I must reemphasize, this is a key time in your pull dog training. You must do everything in a systematic, step by step slow process. Always being patient. If you force your dog now, you might end up with a dog that will pull, but totally out of fear. If your first week of no weight harness walking has gone well, your dog will probably pull the light drag weight easily. Your natural inclination will be to add more weight to “see what he can do.” don’t be dumb. The whole ideas here is that if you slowly build your dog up in weight he will never quit with a weight he can physically pull. Don’t do any more than about 10 or so back and fourths across the yard. Remember, only use the command word. Don’t talk in sentences. When you come to the stop (20-30 ft.), give the dog a treat and verbal praise. The early training treats encourage the behavior and imprint the command in the dog. Later, you will be able to wean the pup or dog off treats with no problem. Again, do this for a week or so at feeding time. Never more than doubling the weight you started with. Go slow. Be patient. Make it fun. At the end of your training session feed the dog his normal meal. You will be astounded how quick the progress is. After the first week of back and fourths, the light drag weight should not be that noticeable to your pup.
Now it is time to start going on your walks again. I did not mention this earlier but never drag weight your dog on cement or pavement. Find a grass or dirt field. The course I use is full of low hills and dips, which is great for conditioning. On your walks, you should be using a very light weight.

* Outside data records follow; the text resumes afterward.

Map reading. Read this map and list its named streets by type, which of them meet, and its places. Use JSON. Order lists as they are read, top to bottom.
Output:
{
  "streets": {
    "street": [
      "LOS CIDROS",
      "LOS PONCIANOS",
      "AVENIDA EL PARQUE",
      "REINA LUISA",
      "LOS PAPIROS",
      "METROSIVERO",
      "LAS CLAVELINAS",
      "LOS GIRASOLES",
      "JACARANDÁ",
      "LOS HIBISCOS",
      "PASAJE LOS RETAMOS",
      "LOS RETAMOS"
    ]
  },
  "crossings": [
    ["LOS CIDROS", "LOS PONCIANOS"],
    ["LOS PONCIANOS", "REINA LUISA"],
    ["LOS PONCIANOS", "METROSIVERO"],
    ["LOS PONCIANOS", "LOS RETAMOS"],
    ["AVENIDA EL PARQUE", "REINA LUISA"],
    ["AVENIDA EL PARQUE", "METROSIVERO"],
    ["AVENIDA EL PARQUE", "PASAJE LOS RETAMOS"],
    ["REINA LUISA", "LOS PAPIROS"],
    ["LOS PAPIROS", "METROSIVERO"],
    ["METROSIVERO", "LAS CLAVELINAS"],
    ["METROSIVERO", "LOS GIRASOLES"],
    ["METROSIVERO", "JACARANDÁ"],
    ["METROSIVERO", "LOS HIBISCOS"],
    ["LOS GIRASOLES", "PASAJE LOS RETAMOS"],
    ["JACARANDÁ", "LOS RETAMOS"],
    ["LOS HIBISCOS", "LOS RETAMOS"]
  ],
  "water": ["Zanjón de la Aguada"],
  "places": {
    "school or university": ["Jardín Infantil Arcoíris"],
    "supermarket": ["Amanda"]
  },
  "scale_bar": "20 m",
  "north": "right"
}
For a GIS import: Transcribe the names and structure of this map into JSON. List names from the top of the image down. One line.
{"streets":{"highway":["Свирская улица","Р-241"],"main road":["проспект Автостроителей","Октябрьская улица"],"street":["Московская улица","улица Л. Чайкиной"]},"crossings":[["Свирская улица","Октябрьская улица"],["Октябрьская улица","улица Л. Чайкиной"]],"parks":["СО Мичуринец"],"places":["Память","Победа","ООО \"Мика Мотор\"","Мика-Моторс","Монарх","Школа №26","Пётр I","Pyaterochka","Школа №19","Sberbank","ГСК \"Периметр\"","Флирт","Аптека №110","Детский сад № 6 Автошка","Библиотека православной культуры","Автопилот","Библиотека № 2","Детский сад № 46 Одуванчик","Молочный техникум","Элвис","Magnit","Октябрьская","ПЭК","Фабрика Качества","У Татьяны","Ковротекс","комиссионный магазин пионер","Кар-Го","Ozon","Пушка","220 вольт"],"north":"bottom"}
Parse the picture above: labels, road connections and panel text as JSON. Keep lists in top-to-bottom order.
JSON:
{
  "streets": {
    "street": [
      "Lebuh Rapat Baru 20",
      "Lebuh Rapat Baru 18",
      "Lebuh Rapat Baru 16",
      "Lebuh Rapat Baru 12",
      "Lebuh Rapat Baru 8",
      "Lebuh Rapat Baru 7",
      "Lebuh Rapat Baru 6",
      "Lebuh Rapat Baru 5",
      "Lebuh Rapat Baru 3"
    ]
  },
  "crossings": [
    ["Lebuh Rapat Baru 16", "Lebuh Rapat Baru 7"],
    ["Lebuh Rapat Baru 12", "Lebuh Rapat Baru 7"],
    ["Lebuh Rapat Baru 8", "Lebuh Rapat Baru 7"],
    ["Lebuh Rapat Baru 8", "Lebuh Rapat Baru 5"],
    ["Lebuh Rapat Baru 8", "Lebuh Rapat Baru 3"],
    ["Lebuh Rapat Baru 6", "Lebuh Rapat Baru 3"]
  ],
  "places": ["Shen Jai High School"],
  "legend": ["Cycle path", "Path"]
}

If you have doubled your weight on your back and fourths, go back down to your beginning weight for you walks. You want to have your pup keep up with you. Don’t go more than 1/2 mile your first few walks, and make sure it’s not too hot out. You can also do your back and fourths on your walk, always using your command. You can also play a game of sit and stay. Back away 20 feet, give the command, and give him a treat when he comes to you.
What we have done in the past few weeks is twofold. We started to teach our dogs to pull on command, and to condition them into pulling dogs. Build your dog up slowly on his back and fourths and his walks. Keep it fun. Don’t be impatient, or try too much too soon. I like to drag weight every other day for out of shape dogs or puppies. But, experienced dogs in competition I will work daily. Work your dog consistently, and you will have a champ. This is how I did it.